いざというときは、ひと思いにやってもらおう!無抵抗だ!と腹を括って席を立った。


「どうぞ」


柔らかい声色が耳に届き、はっとした春香は顔を上げた。


「おや、驚かせてしまいましたか?足元滑りますよ。気を付けてください。

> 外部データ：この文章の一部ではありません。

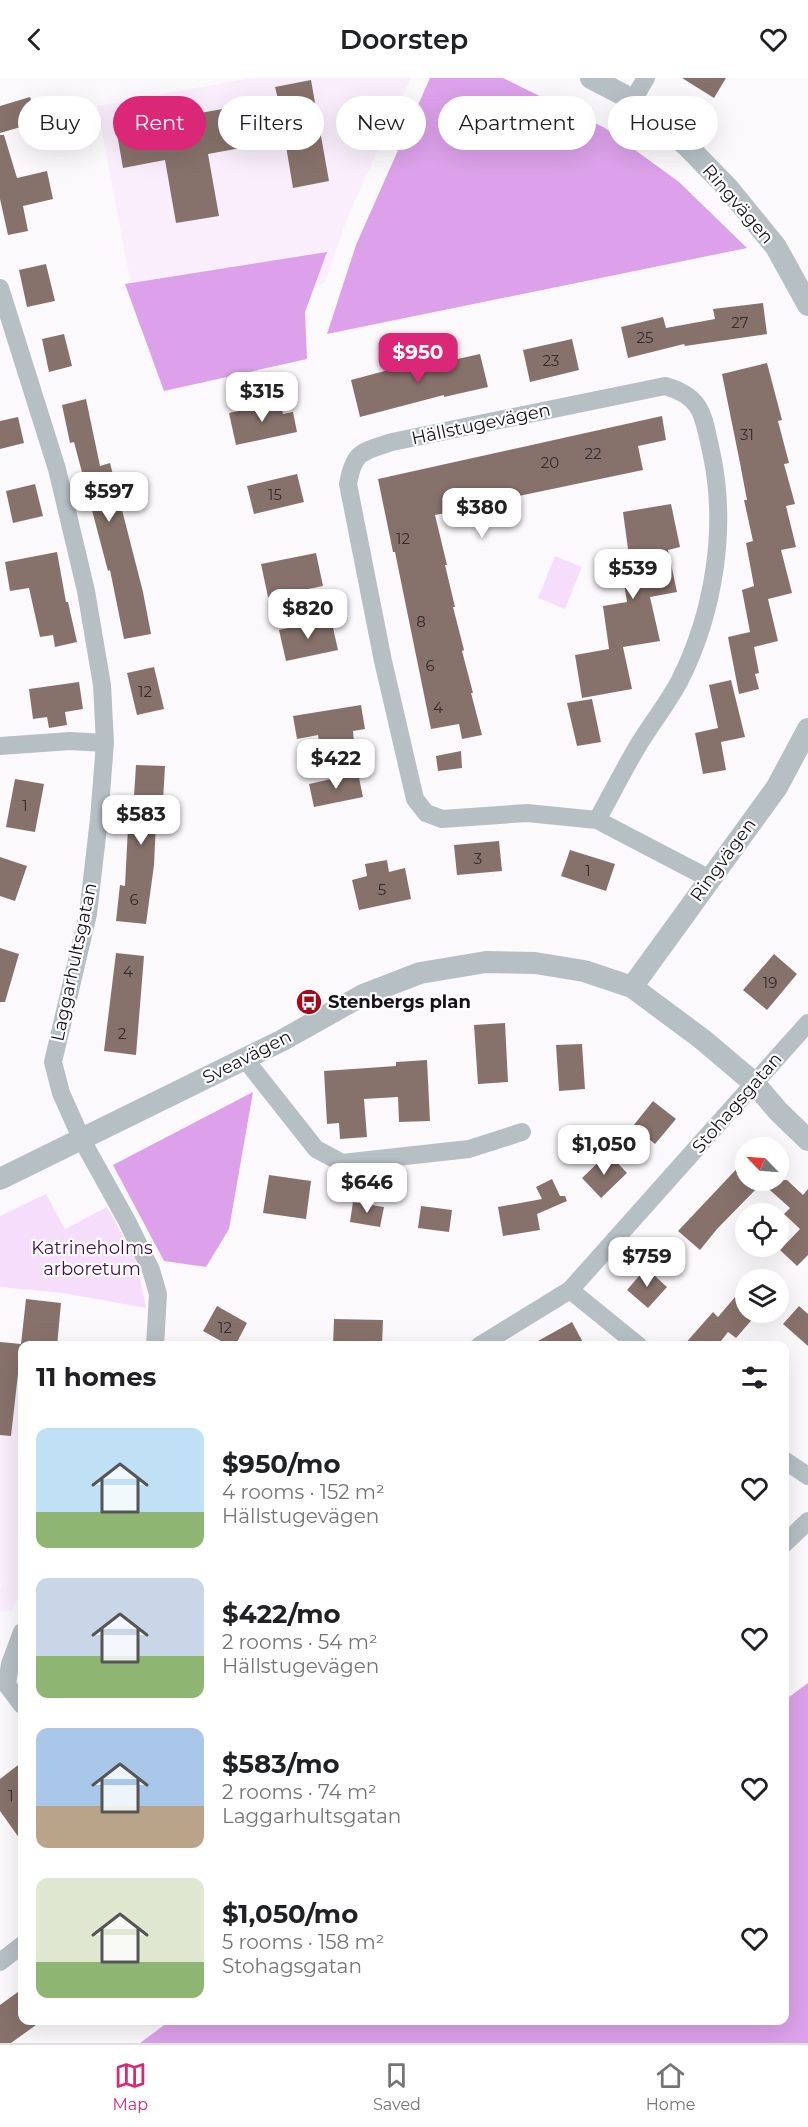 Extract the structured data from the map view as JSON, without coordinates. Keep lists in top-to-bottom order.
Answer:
{
  "streets": {
    "street": [
      "Ringvägen",
      "Hällstugevägen",
      "Laggarhultsgatan",
      "Sveavägen",
      "Stohagsgatan"
    ]
  },
  "crossings": [
    ["Ringvägen", "Hällstugevägen"],
    ["Ringvägen", "Sveavägen"],
    ["Laggarhultsgatan", "Sveavägen"],
    ["Sveavägen", "Stohagsgatan"]
  ],
  "parks": ["Katrineholms arboretum"],
  "places": {
    "bus stop": ["Stenbergs plan"]
  },
  "house_numbers": [
    "27",
    "25",
    "23",
    "31",
    "22",
    "20",
    "15",
    "12",
    "8",
    "6",
    "12",
    "4",
    "1",
    "3",
    "1",
    "5",
    "6",
    "4",
    "19",
    "2",
    "12",
    "1"
  ],
  "north": "top left",
  "page": {
    "header": "Doorstep",
    "chip": [
      "Buy",
      "Rent",
      "Filters",
      "New",
      "Apartment",
      "House"
    ],
    "price": [
      "$950",
      "$315",
      "$597",
      "$380",
      "$539",
      "$820",
      "$422",
      "$583",
      "$1,050",
      "$646",
      "$759"
    ],
    "heading": "11 homes",
    "list": [
      {
        "name": "$950/mo",
        "note": "4 rooms · 152 m² · Hällstugevägen"
      },
      {
        "name": "$422/mo",
        "note": "2 rooms · 54 m² · Hällstugevägen"
      },
      {
        "name": "$583/mo",
        "note": "2 rooms · 74 m² · Laggarhultsgatan"
      },
      {
        "name": "$1,050/mo",
        "note": "5 rooms · 158 m² · Stohagsgatan"
      }
    ],
    "tabs": ["Map", "Saved", "Home"]
  }
} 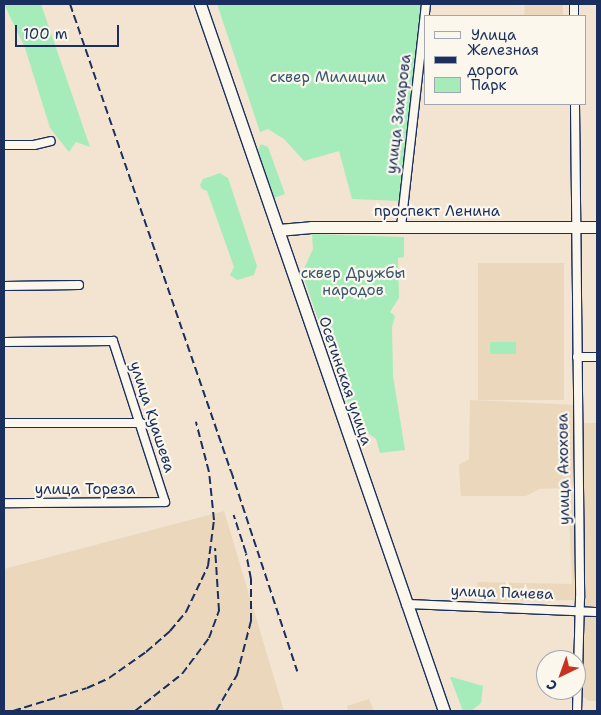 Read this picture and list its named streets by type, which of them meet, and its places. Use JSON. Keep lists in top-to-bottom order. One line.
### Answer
{"streets":{"main road":["проспект Ленина","Осетинская улица"],"street":["улица Захарова","улица Куашева","улица Ахохова","улица Тореза","улица Пачева"]},"crossings":[["улица Захарова","проспект Ленина"],["проспект Ленина","Осетинская улица"],["проспект Ленина","улица Ахохова"],["Осетинская улица","улица Пачева"],["улица Куашева","улица Тореза"],["улица Ахохова","улица Пачева"]],"parks":["сквер Милиции","сквер Дружбы народов"],"legend":["Улица","Железная дорога","Парк"],"scale_bar":"100 m","north":"bottom left"} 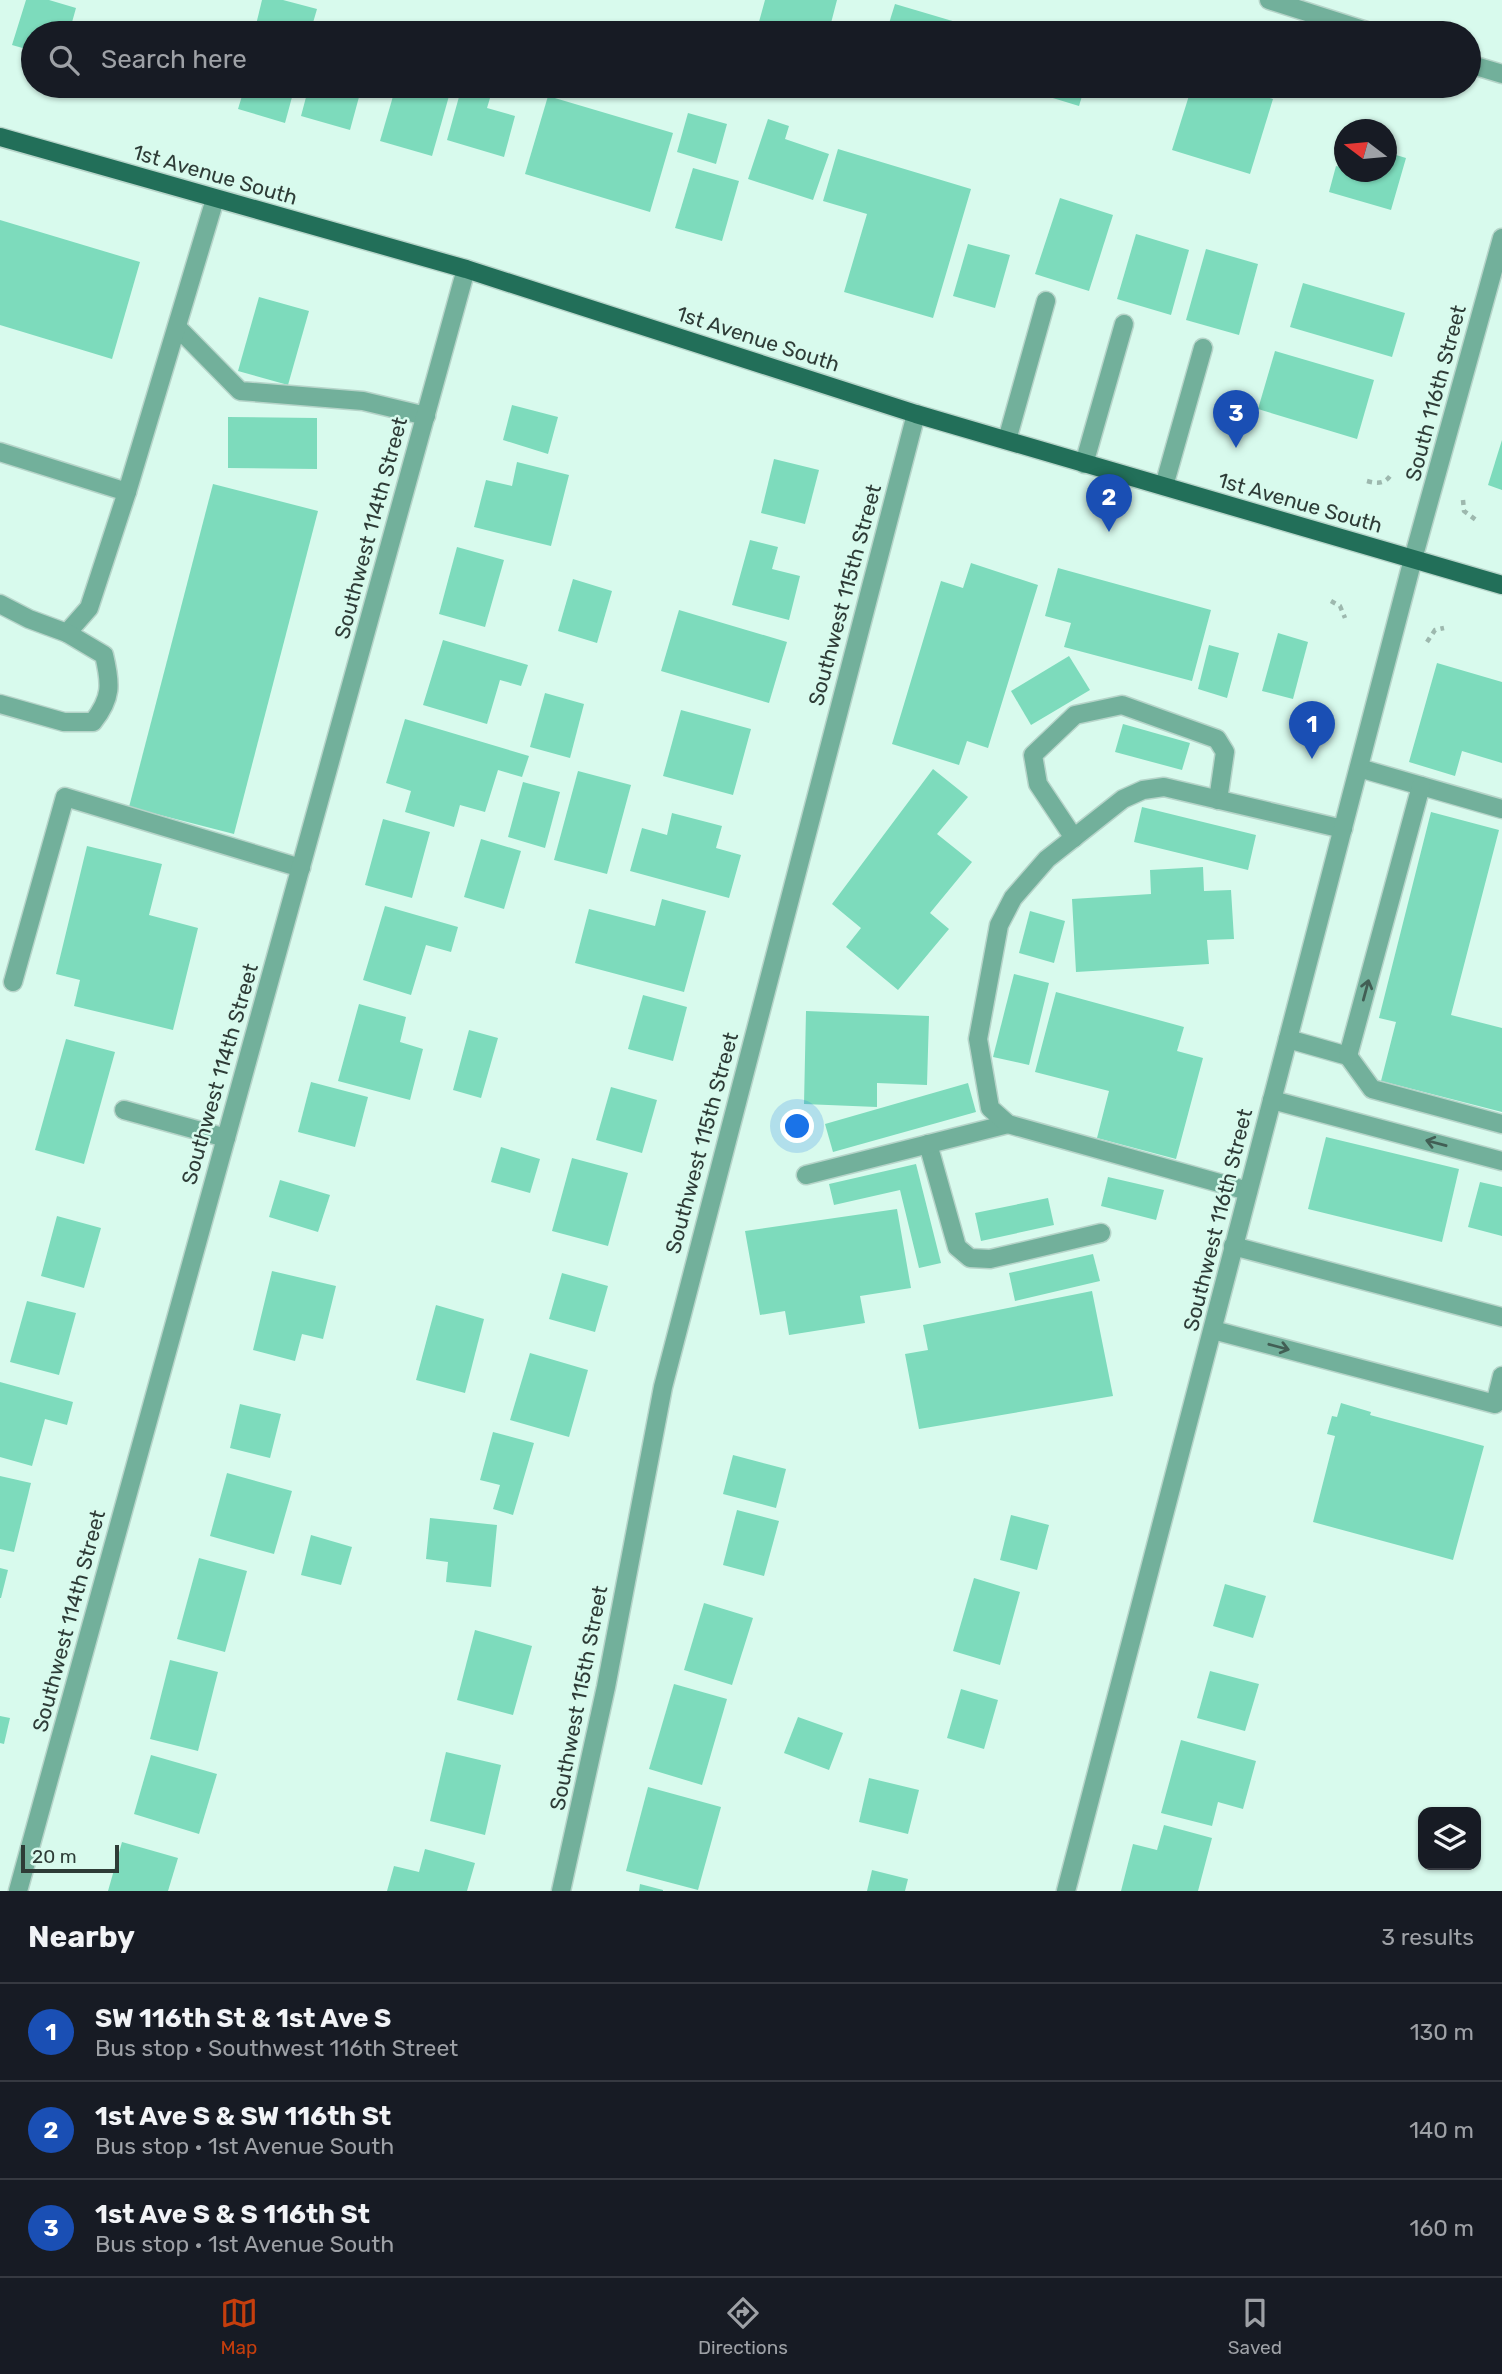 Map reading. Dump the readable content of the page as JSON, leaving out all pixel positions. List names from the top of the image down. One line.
{"streets":{"main road":["1st Avenue South"],"street":["South 116th Street","Southwest 114th Street","Southwest 115th Street","Southwest 116th Street"]},"crossings":[["1st Avenue South","South 116th Street"],["1st Avenue South","Southwest 114th Street"],["1st Avenue South","Southwest 115th Street"],["1st Avenue South","Southwest 116th Street"],["South 116th Street","Southwest 116th Street"]],"scale_bar":"20 m","north":"left","page":{"search":"Search here","pins":["3","2","1"],"scale":"20 m","heading":["Nearby","3 results"],"list":[{"mark":"1","name":"SW 116th St & 1st Ave S","note":"Bus stop · Southwest 116th Street","value":"130 m"},{"mark":"2","name":"1st Ave S & SW 116th St","note":"Bus stop · 1st Avenue South","value":"140 m"},{"mark":"3","name":"1st Ave S & S 116th St","note":"Bus stop · 1st Avenue South","value":"160 m"}],"nav":["Map","Directions","Saved"]}}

」

「あ、ありがとうございます!すみません!!!」

春香は慌てて御礼をしてロープーウェイから逃げ出すように足を進めた。


恐怖を拭いきれず、切符を握ったまま改札を出てしまった。

「あっ!切符!」

振り返ると駅員さんは手を振って、そのままでいいよ、とジェスチャーをしてくれているようだった。

ぺこっとお辞儀をして、切符はなくさないようスマホカバー裏に入れ、出口まで進んでいった。


出口から一歩出た途端、ぶわっと風が吹き荒れた。

「うわ、さむっ!!!」

目を閉じ自分を抱きしめて寒さを耐えたが、真冬の風が結んでいない春香の髪の毛一本一本を梳くように通りすぎた。

マフラーの結び目は解け、風が止みそうになった最後、ほんのり春風のような温かい風が頬をかすったように感じた。


「花の香り?」

ゆっくり目を開けると、雪解けの中で花々が咲き誇る庭が目の前にあった。